Inauguration Day

Tomorrow is January 20, Inauguration Day. Around noon, Joe Biden will be sworn in as the President of the United States. I know for many of you, that moment cannot come soon enough. Even among those who didn't vote for the president-elect, the weeks between November 3 and now has been exhausting and felt like at least a decade. George Bernard Shaw said "Everything happens to everybody sooner or later if there is time enough." For this country, "enough time" appears to be 78 days.

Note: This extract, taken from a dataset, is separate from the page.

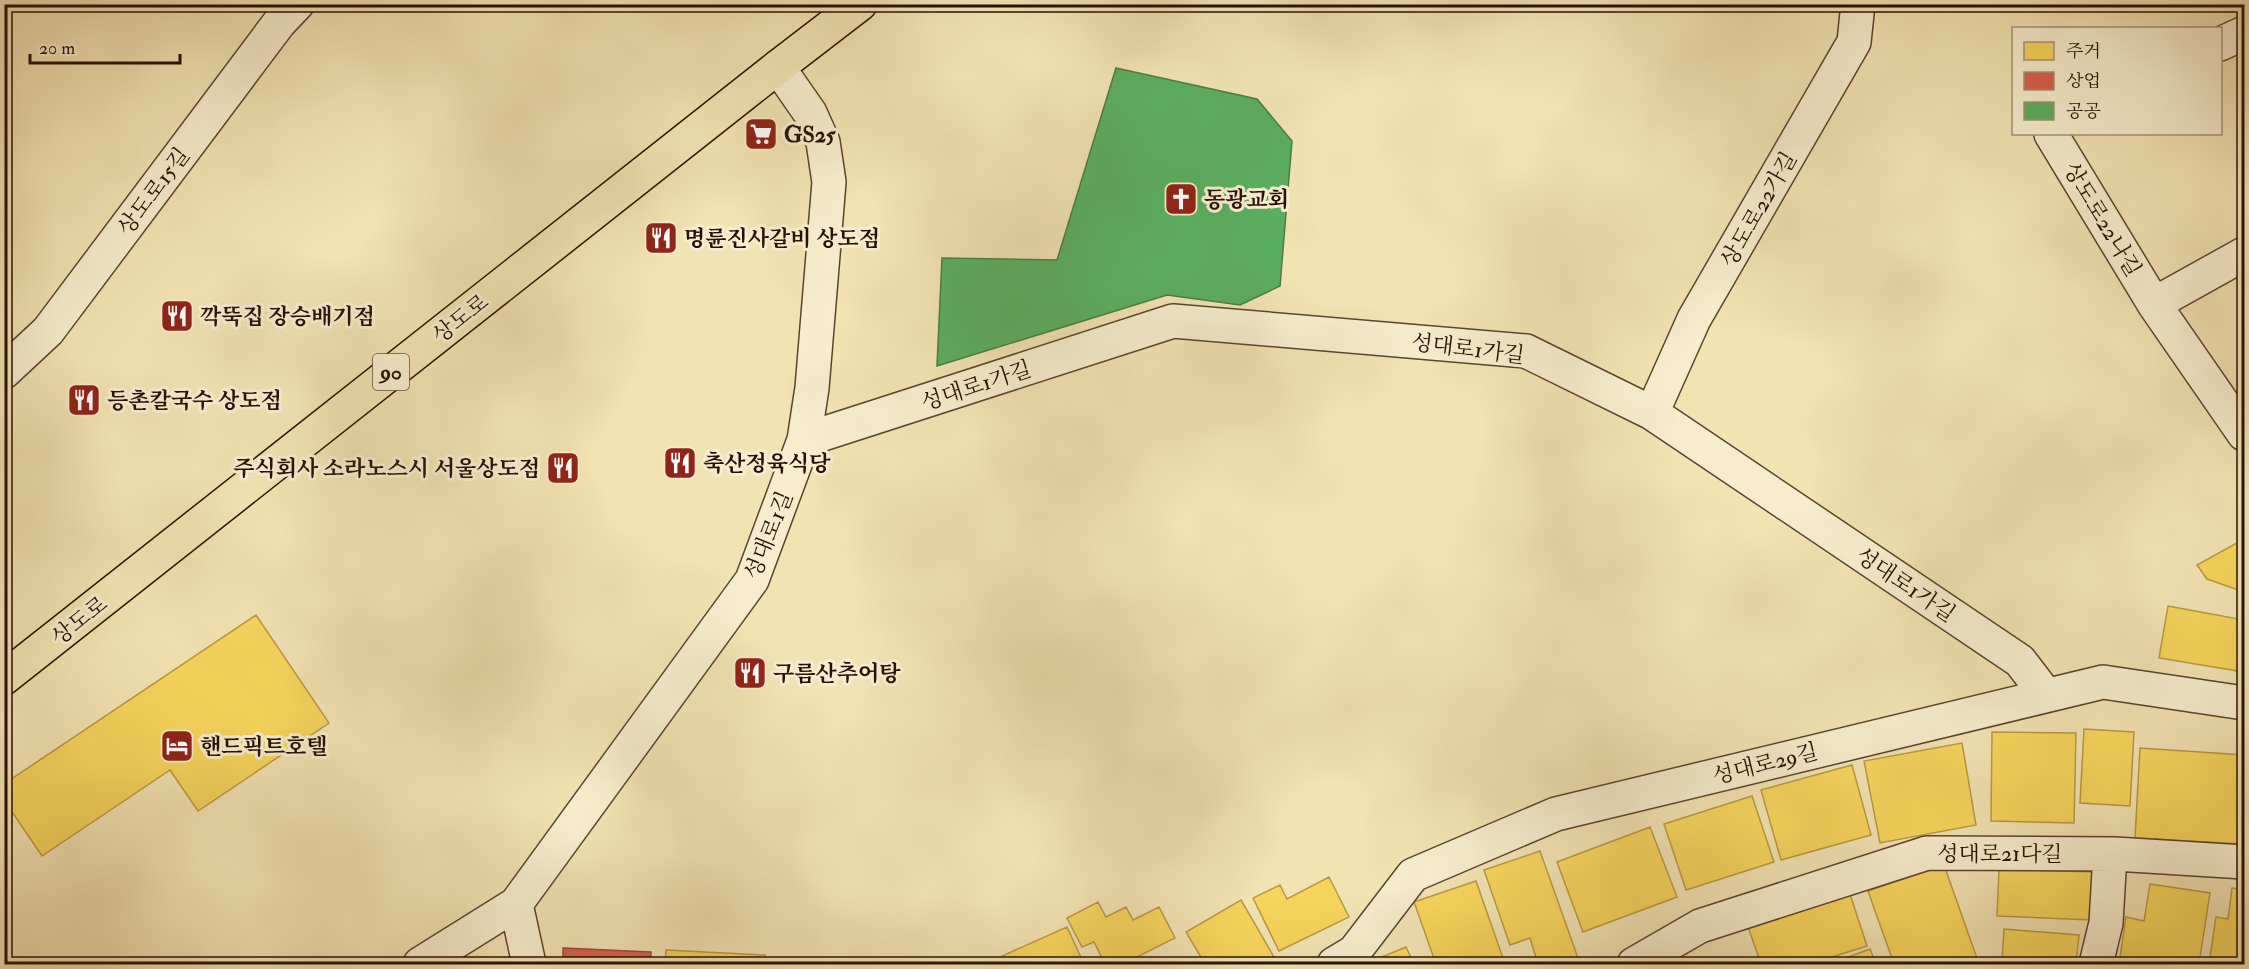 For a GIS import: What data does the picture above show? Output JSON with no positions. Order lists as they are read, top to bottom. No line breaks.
{"streets":{"main road":["상도로","90"],"street":["상도로15길","상도로22가길","상도로22나길","성대로1가길","성대로1길","성대로29길","성대로21다길"]},"crossings":[["상도로22가길","성대로1가길"],["상도로","성대로1길"],["성대로1가길","성대로1길"],["성대로1가길","성대로29길"]],"places":{"supermarket":["GS25"],"church":["동광교회"],"restaurant":["명륜진사갈비 상도점","깍뚝집 장승배기점","등촌칼국수 상도점","축산정육식당","주식회사 소라노스시 서울상도점","구름산추어탕"],"hotel":["핸드픽트호텔"]},"legend":["주거","상업","공공"],"scale_bar":"20 m"}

Thomas Jefferson was the first person to be inaugurated in Washington, D.C., being the first president elected after the completion of the White House. Washington was inaugurated in New York City for his first term and Philadelphia for his second, which is also where John Adams placed his hand on the Bible, a tradition started by (who else?) Washington eight years prior when he borrowed a Bible from a Masonic temple and kissed it after taking the oath. Most presidents kissed their Bibles until Eisenhower broke the tradition and merely said a prayer. Of course, Eisenhower stands alone as the only president to be lassoed during his inauguration when a California cowboy got special clearance to throw a rope around the presidents shoulders from a horse during the parade. The way things are going it's possible we'll live in a time when the President of the United States is given a ceremonial chokeslam by a prominent professional wrestler before he or she is sworn in on a Denny's menu.

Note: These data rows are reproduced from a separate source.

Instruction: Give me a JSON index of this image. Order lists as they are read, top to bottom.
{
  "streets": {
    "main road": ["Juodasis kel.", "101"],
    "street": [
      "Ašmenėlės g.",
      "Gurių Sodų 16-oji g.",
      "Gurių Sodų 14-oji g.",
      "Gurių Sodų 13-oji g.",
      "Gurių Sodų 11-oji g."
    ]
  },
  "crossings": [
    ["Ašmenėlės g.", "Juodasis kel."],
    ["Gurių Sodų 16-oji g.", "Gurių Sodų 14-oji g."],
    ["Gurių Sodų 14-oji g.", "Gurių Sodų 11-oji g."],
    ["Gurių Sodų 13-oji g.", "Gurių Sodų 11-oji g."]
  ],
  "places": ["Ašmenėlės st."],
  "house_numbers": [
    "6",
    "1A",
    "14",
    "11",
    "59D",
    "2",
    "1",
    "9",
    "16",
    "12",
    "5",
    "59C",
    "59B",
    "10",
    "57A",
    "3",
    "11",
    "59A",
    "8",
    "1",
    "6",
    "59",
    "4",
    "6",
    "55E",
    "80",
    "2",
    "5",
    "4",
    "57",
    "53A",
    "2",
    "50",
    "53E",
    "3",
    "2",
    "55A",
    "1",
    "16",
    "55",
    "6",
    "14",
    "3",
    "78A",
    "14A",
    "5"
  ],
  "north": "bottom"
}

Washington's second inauguration was the shortest of them all, his address included only 135 words, indicative of that executive's no-nonsense commitment to industry and resistance to pomp. The longest address was famously William Henry Harrison's at more than 8,000 words (or what I call "a warm up") which was delivered without an overcoat in a snowstorm and is rumored to be the reason Harrison caught the pneumonia that would kill him 31 days later, ending the shortest elected presidency. We are so used to seeing bundled up presidents taking the oath on the Capitol steps on chilly, grey days, it's easy to forget that Harrison's inauguration was in March, the typical time for incoming electeds. January 20 was prescribed as Inauguration Day only in 1933 with the 20th Amendment to the U.S. Constitution.

Inaugurations can express the joy of governing and the cold realities of the job. Reagan enjoyed the warmest inauguration on record for his first swearing-in, at 55 degrees. Four years later, he suffered through the coldest, at 7 degrees. The remarkable march of invention and culture can be marked by inaugurations, noting the first coverage of the event by telegraph (1845, Polk), motion pictures (1897, McKinley), radio (1925, Coolidge), television (1949, Truman) and the internet (1997, Clinton). Modes of transportation have evolved with the times bringing presidents to the Capitol by train (1841, Harrison) and by car (1921, Harding). John Quincy Adams in 1825 was first president to be inaugurated in pants, foregoing the breeches of his predecessors. He was also the first president to be sworn in while not wearing a wig. Adams' father declined to be present at the inauguration of Jefferson and so Quincy Adams refused to attend the inauguration of his successor, Andrew Jackson, who, in turn, took a pass on showing up at the inauguration of the man who followed him, Martin Van Buren. It would be nearly 200 years before another living president declined to be present at the transfer of power.

In the middle of the word inauguration is the word "augure" which means to predict or portend a good or bad outcome. Look no further than four years ago at a presidency that had every chance to be successful but spent too much time dedicated to personal slights and misinformation which began, tellingly, with a notion of an inauguration day crowd that split with reality. I surely hope that tomorrow is a peaceful and auspicious day. We have been confronted with so much ugliness the last few weeks that each day brings a new embarrassing low. It isn't something to be proud of that president must be impeached, even if you think he should be. It's not pleasant to watch our elected officials play to our worst instincts and sow doubt about the patriotism of the other side. It's exhausting to see every aspect of our lives, from what we wear to where we spend time online be a political act. Politics are inherently divisive. They have a time and a place but if everything you do is political, or an extension of what politicians you support, you become a liability to your community, which depends on people living together despite their differences. How do you build goodwill if neighbors think the worst of each other (and by "worst," I mean either a Nazi or pedophile)? I've met a lot of people of all kinds of political persuasions and have yet to meet a single Nazi or pedophile. Why do we resist our common sense? People you know—people you love—voted differently than you did two months ago. I'm not willing to write them off, or the tens of millions like them as backward saboteurs. We live in the most prosperous nation in the most prosperous time in the history of the world. Just because there are fewer forces acting against our wellbeing doesn't mean we need to invent them among the people we live with. I hope tomorrow is boring. I hope the day after that is more boring still.